I'll post my paper as soon as I get it done.

Update: It's done. Here's the PDF version of my paper on the Tewa Origin Myth.

Friday, July 8, 2005

Field School at Elden Pueblo

I just today finished a week-long archaeological field school at Elden Pueblo, just North of Flagstaff, Arizona.

This was my second full week at the Arizona Archaeological Society field school, directed by Peter Pilles. He is the staff archaeologist for the Coconino National Forest, and is the director of the Elden Pueblo Archaeological Project.

Elden Pueblo is a 65-room pueblo with trash mounds, smaller pueblos, kiva, a large community room, and numerous pit houses that both pre-date and are contemporaneous with the main pueblo. It is the type site for the Elden Phase of the Northern Sinagua tradition (A.D. 1150-1250).

I spent the entire week finishing off work on Pithouse 8, a masonry-lined, rectangular pithouse which had been abandoned , burned, and filled. Later, an above-ground pueblo was constructed on top of the filled pithouse.

Our objectives were to clean out fill which had accumulated since last season, attempt to excavate in search of the South pithouse wall, and expose a bit more of the profile on the East side of the 8-foot deep excavation.

We were able to clarify the stratigraphy of the East side of the pit, but never located the South wall. We found hundreds of large pottery sherds, a few pieces of worked obsidian, and some animal bone.

It was a great experience. Due to the importance of identifying and analyzing all the levels in the pithouse, Peter Pilles spent several hours in our unit, guiding us through the identification of the strata. He can see things I would never have found on my own, yet were obvious once he pointed them out.

Tuesday, June 21, 2005

The Semester Ended Well

That's because my grade report finally came in for ASB 311: I got an "A"! The take-home final was not that easy, and I was a little afraid that I might end up with a B+.

I'm already registered for next Fall. I'll be taking another class from Dr. Martin (Indians of the Southwest), as well as an introductory course in physical anthropology from Mesa Community College (Stones, Bones, and Human Evolution).

I glad it's Summer, but it's gonna be over soon!

Sunday, March 27, 2005

Additional Graduation Requirements

I had an appointment recently with an advisor from ASU's College of Liberal Arts and Sciences (CLAS) where we discussed how many of the classes from my first B.S. would apply toward the new B.A. in Anthropology.

It looks like the requirements are stiffer than when I originally attended in the mid 1980s.
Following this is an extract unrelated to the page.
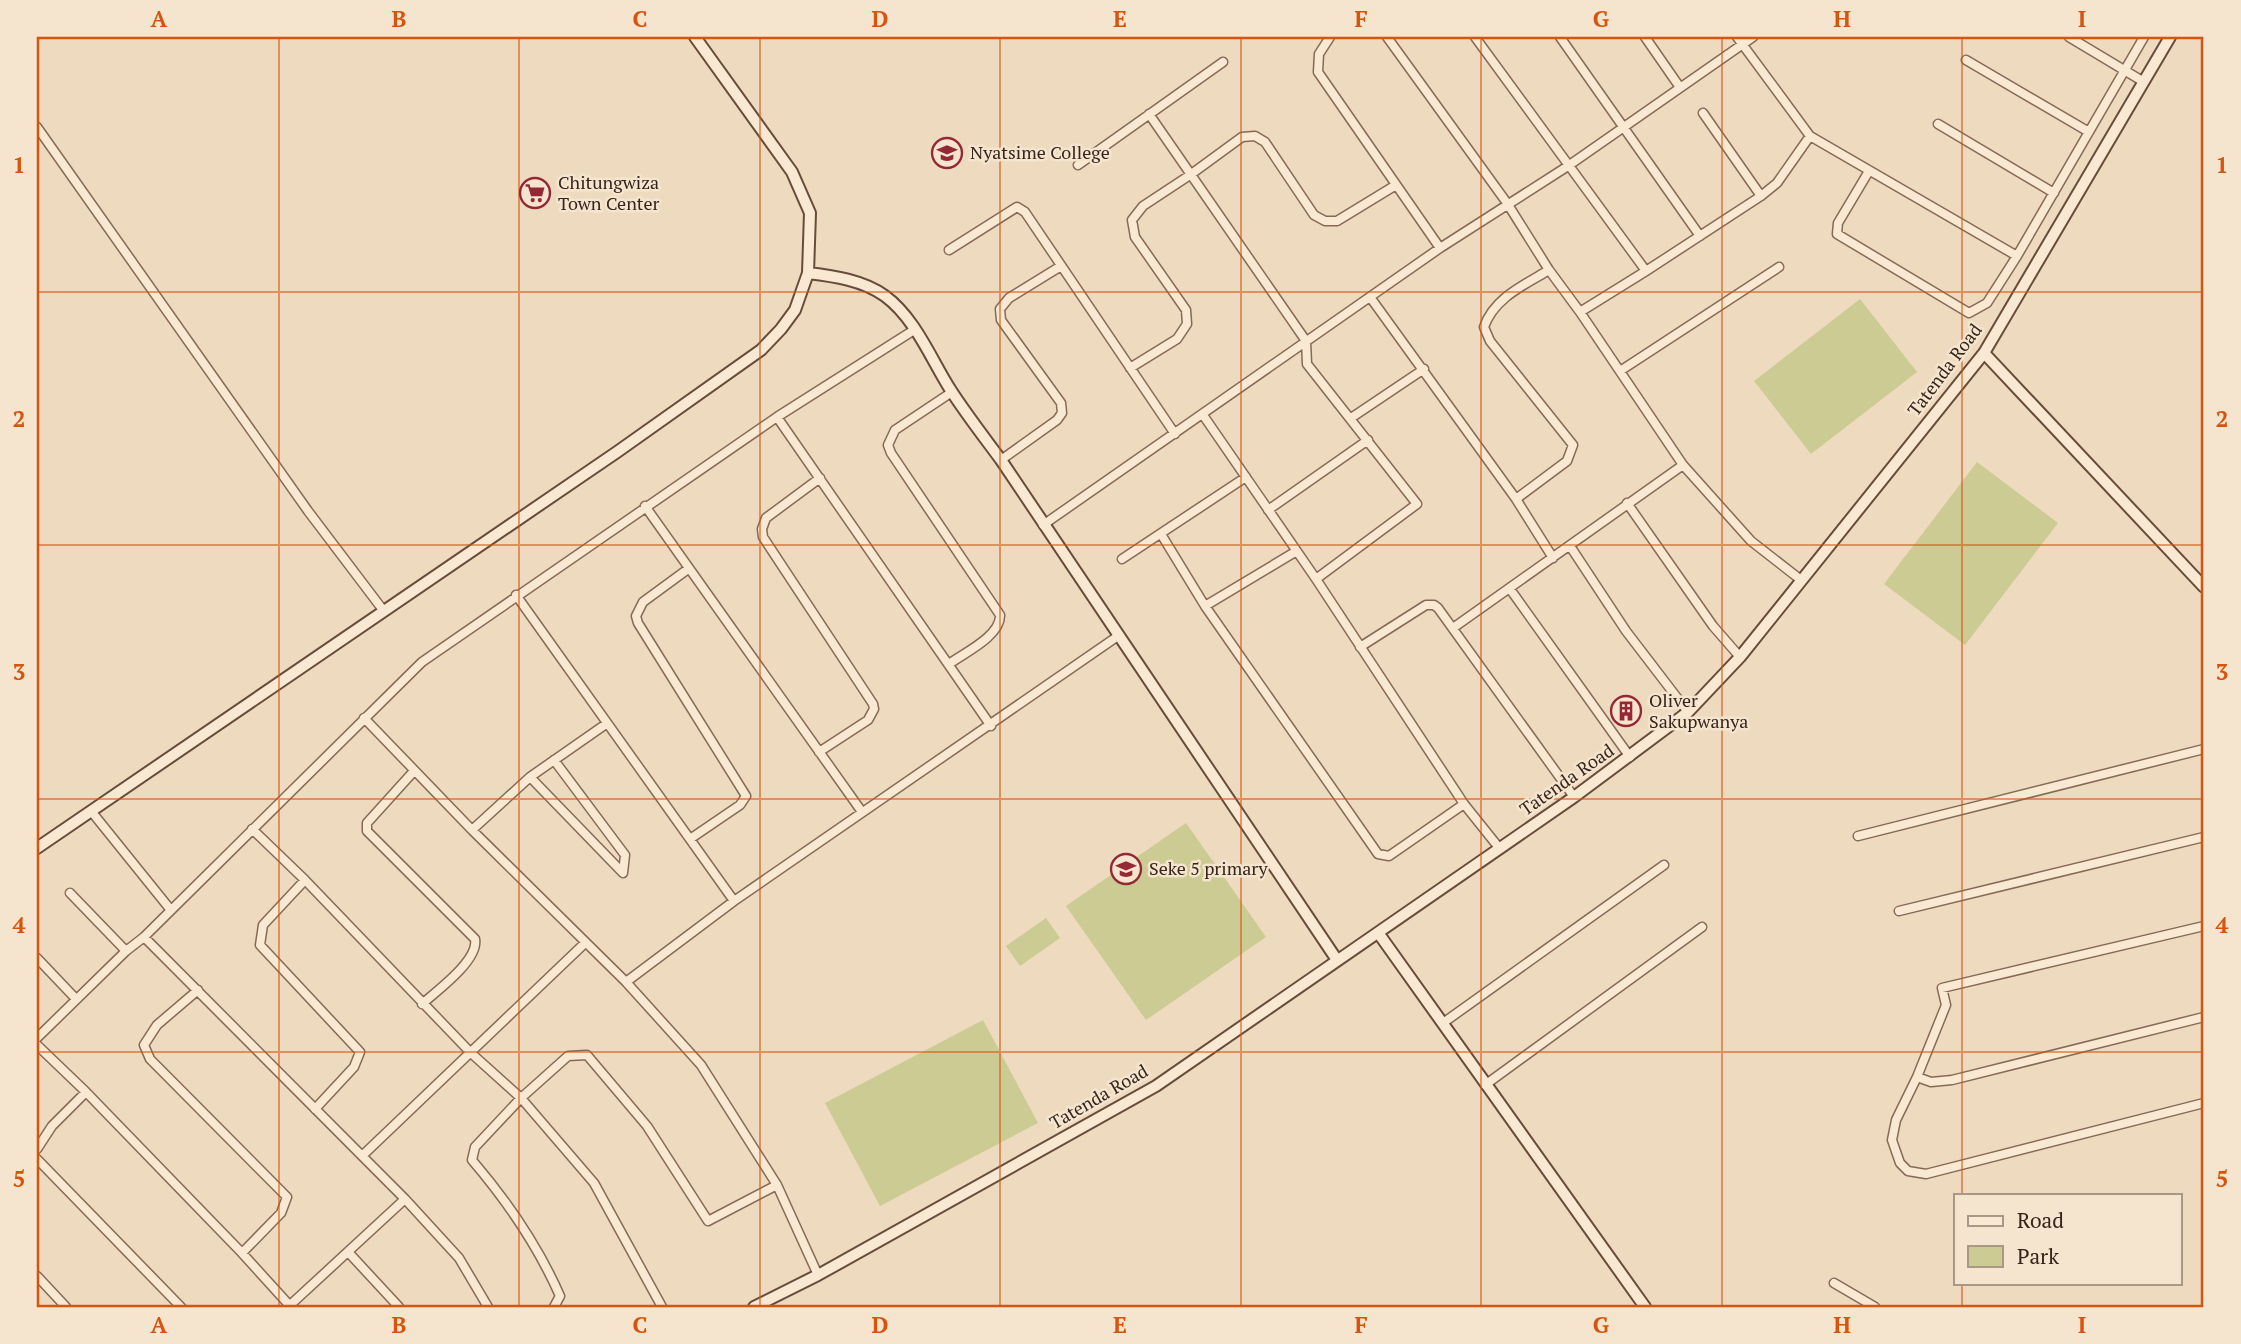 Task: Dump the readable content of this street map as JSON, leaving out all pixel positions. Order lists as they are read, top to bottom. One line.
{"streets":{"street":["Tatenda Road"]},"places":{"school or university":["Nyatsime College","Seke 5 primary"],"supermarket":["Chitungwiza Town Center"],"building":["Oliver Sakupwanya"]},"legend":["Road","Park"],"grid":{"columns":["A","B","C","D","E","F","G","H","I"],"rows":["1","2","3","4","5"]}}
In addition to all of the courses required for my major, I will also need to take courses which meet the following requirements. Many of them could count toward my major:

ASU General Studies
"L" Classes - "Literacy and Critical Inquiry" (6 hours needed, so pick two)

"C" Courses - "Cultural Diversity" (3 hours needed, pick one)

"H" Courses - "Historical" (3 hours needed, pick one)

CLAS - College of Liberal Arts and Sciences
"HU" Courses - "Humanities and Fine Arts" (3 hours needed, pick one)

"Bridge" Course (3 hours needed, pick one)

This totals up to 18 hours of additional requirements, although I can definitely take 9 of these hours as part of my major. Still, that's three additional courses whicch I did not expect to take.

For details on these new courses, see my updated plan.

Saturday, January 22, 2005

Back to Work

The Spring semester has begun, and I'm finally attending class at Arizona State University.

I'm taking ASB 311, Principles of Social Anthropology, from Dr. John Martin. It was pretty cool to be back on the ASU campus after all these years! I was amazed at how much looked exactly the same as when I attended there in the early 1980s. I felt a bit out of place in the classroom with 40 other students, all of them appearing to be less than 22 years old.

We're going to begin by studying the Dobe Ju/'Hoansi, and follow that with in depth looks at three other cultures.